Deacon’s callused, capable fingers slid into her hair close to the scalp and a full-body shudder overtook her. He pulled up gently, working her tangled hair through his fingers, and sure enough managed to dislodge a tiny shard of glinting metal. He smiled, flicking it across the room unceremoniously.

She could see well enough to meet his eyes, and then she said exactly what she was thinking, which was, “Please don’t stop.”

Deacon chuckled low and deep in his chest, and she couldn’t help but get closer to the sound, especially when his fingers returned to her hair. Starting near her scalp with only the tiniest hint of nail he slowly detangled as he went, and it was--god, it was good.

This had never happened before. Sure, they’d been practically glued at the hip for the better part of a year; sure, they’d shared tight spaces, been right on top of one another behind a barrier as a hail of bullets rained down; sure, it seemed normal to share a bottle, share a cigarette, swap clothes (Deacon looked particularly fetching in the tight red ensemble), but…

But never Fixer burying her nose into the crook of his neck, inhaling that scent that set her heart racing. Never Fixer clutching at his bicep as he carded through her hair.

He pulled her close and their fronts lined up, their calves neatly slotting together. “I know you can handle yourself, Fix,” he said, practically a whisper, and it sent tingles through her. “But don’t ever, ever do that to me again.”

It was too much. All the things she avoided thinking about for so long, the feelings of having lost so much, of having found so much, of realizing how easy this actually was, that it didn’t have to be complicated...it was all there, spilling out of her faster than she could bottle it back up.

She clutched at his jaw and he inhaled sharply. She couldn’t meet his eyes but stared intently at his lips, and something about the way he parted them and tightened his fingers in her hair gave her all the signal she needed to close that last, tiny space between them and press her mouth firmly to his.

Deacon seemed to liquify at the contact, melting into her, pulling her head closer to him. He met her kiss with equal parts shock and relief, and Fixer gasped when a hint of tongue played against her bottom lip.

Without hesitation Deacon rolled over so he was above her, strong arms holding her down as they kissed. She held his head in her hands and changed her angle and then their tongues truly met, his mouth hot against hers, tongues meeting and sliding and tasting faintly of whiskey. Deacon moaned.

He broke off with a final peck on her lips and then, like he couldn’t help himself, a freckled cheekbone. Fixer looked up at him. They were both panting.

“Hey,” she said.

“Hey yourself,” he replied.

“This okay?”

Deacon exhaled on a disbelieving laugh. Then he pushed his hips gently down to meet hers, just enough so that she could feel his excitement growing in his jeans. “Nah, this is the most awful thing I can think of.”

There wasn’t much heat behind it, not like his usual sarcasm, and Fixer couldn’t help but feel a little proud that cool-as-a-cucumber Deacon had completely shattered like this for her.

“What if this...changes things?” she whispered.

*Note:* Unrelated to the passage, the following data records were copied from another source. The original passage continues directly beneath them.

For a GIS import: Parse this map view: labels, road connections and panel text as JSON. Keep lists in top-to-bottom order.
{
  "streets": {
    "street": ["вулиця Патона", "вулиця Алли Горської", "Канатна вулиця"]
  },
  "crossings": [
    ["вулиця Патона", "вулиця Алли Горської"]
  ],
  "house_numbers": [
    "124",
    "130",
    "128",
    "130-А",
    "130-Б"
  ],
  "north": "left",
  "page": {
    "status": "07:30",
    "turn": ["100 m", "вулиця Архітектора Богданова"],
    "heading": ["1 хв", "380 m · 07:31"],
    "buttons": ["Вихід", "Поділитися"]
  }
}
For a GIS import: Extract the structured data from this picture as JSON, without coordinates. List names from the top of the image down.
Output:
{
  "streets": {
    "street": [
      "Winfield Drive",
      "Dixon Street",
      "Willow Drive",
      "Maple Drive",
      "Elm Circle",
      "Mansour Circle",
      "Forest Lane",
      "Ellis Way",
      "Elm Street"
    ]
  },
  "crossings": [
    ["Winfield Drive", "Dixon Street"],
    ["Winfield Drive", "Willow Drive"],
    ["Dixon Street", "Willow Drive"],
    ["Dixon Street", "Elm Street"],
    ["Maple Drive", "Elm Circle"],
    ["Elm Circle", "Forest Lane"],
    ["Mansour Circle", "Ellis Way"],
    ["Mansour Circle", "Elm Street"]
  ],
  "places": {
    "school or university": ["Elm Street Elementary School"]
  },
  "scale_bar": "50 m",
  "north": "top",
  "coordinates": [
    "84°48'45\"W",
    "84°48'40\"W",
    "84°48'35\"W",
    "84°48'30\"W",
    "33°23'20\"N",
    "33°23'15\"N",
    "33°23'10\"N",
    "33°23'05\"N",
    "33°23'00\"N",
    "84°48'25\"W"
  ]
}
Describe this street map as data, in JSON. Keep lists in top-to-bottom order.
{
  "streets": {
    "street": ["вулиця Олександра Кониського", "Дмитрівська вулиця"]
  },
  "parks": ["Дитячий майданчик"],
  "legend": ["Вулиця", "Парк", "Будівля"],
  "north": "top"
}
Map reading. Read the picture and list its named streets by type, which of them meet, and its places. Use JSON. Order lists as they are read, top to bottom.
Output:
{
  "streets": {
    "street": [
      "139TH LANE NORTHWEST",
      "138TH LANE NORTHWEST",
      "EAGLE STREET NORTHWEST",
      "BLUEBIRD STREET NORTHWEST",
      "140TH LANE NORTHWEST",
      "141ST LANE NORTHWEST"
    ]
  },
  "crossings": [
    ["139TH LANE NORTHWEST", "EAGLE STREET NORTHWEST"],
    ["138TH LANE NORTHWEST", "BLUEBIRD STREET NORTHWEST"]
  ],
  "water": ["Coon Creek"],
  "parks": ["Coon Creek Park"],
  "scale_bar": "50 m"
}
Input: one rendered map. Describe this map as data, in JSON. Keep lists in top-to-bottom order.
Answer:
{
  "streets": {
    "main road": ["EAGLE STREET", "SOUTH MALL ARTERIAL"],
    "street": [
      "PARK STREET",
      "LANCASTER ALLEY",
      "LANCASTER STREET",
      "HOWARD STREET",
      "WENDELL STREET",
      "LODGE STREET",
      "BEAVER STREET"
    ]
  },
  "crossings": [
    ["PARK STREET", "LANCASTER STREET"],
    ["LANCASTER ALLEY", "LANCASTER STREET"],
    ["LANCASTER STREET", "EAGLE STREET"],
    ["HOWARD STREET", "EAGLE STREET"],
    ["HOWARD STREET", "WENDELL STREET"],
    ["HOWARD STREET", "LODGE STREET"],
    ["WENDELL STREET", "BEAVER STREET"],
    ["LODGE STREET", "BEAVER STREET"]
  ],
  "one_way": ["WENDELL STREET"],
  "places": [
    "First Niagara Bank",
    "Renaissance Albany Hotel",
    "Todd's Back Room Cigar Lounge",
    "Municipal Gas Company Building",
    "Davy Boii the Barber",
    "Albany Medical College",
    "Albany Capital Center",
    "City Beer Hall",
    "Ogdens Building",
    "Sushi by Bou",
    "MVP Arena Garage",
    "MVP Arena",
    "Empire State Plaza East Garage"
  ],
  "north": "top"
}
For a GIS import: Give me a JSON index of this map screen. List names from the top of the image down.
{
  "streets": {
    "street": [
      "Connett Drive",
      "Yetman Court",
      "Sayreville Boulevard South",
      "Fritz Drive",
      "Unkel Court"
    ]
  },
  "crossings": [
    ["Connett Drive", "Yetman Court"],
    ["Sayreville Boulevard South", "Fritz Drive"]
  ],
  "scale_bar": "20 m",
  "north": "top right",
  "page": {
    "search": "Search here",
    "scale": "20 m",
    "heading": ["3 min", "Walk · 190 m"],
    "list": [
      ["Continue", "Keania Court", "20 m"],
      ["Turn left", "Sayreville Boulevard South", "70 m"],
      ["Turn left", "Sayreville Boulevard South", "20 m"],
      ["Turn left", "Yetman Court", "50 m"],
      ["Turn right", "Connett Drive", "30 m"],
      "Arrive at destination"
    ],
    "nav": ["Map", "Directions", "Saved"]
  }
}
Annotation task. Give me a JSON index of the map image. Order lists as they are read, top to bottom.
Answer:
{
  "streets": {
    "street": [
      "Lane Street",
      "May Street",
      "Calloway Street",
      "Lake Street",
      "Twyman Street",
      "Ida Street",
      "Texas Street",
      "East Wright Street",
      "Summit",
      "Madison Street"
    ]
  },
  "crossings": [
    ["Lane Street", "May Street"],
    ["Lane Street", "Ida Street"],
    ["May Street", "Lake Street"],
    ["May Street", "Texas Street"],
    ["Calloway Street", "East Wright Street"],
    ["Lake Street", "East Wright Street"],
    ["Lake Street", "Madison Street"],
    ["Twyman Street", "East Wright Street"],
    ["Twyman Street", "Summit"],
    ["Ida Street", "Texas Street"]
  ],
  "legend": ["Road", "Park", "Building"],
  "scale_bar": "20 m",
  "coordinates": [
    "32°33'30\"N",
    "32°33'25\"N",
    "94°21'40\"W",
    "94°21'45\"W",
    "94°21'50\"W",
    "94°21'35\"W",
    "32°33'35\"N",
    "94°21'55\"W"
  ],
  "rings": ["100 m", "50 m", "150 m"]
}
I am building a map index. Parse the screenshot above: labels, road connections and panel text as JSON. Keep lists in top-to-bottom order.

“Well of course it’s going to change things. That’s just what things do, partner.”

Things had changed. Pre-bomb Fixer could never have conceived of just how much they could change.

But here she was, right? She’d changed, too. Adapted. She’d spent a year doing all sorts of new things. It wasn’t easy, but she did what she had to do. She wasn’t going to spend her nuclear afterlife hiding in a bunker somewhere, or scraping by at a settlement.

It wasn’t easy, but in the end it wasn’t all that hard, either.

She laughed breathlessly, catching him off guard by wrapping her legs around his hips, and Deacon slid over her body again, this time not so much on purpose.

“Yeah,” was all she said, and then she tugged him down to her lips again.

* * *

 

Somewhere between Deacon carefully unbuttoning his own flannel and her fingers sliding underneath his t-shirt and against his firm torso, Fixer broke out into a sweat. She felt it collecting on her upper lip in between desperate kissing, and when Deacon finally managed to undo her shirt completely and it fell open, the cool burst of air hitting her felt incredible.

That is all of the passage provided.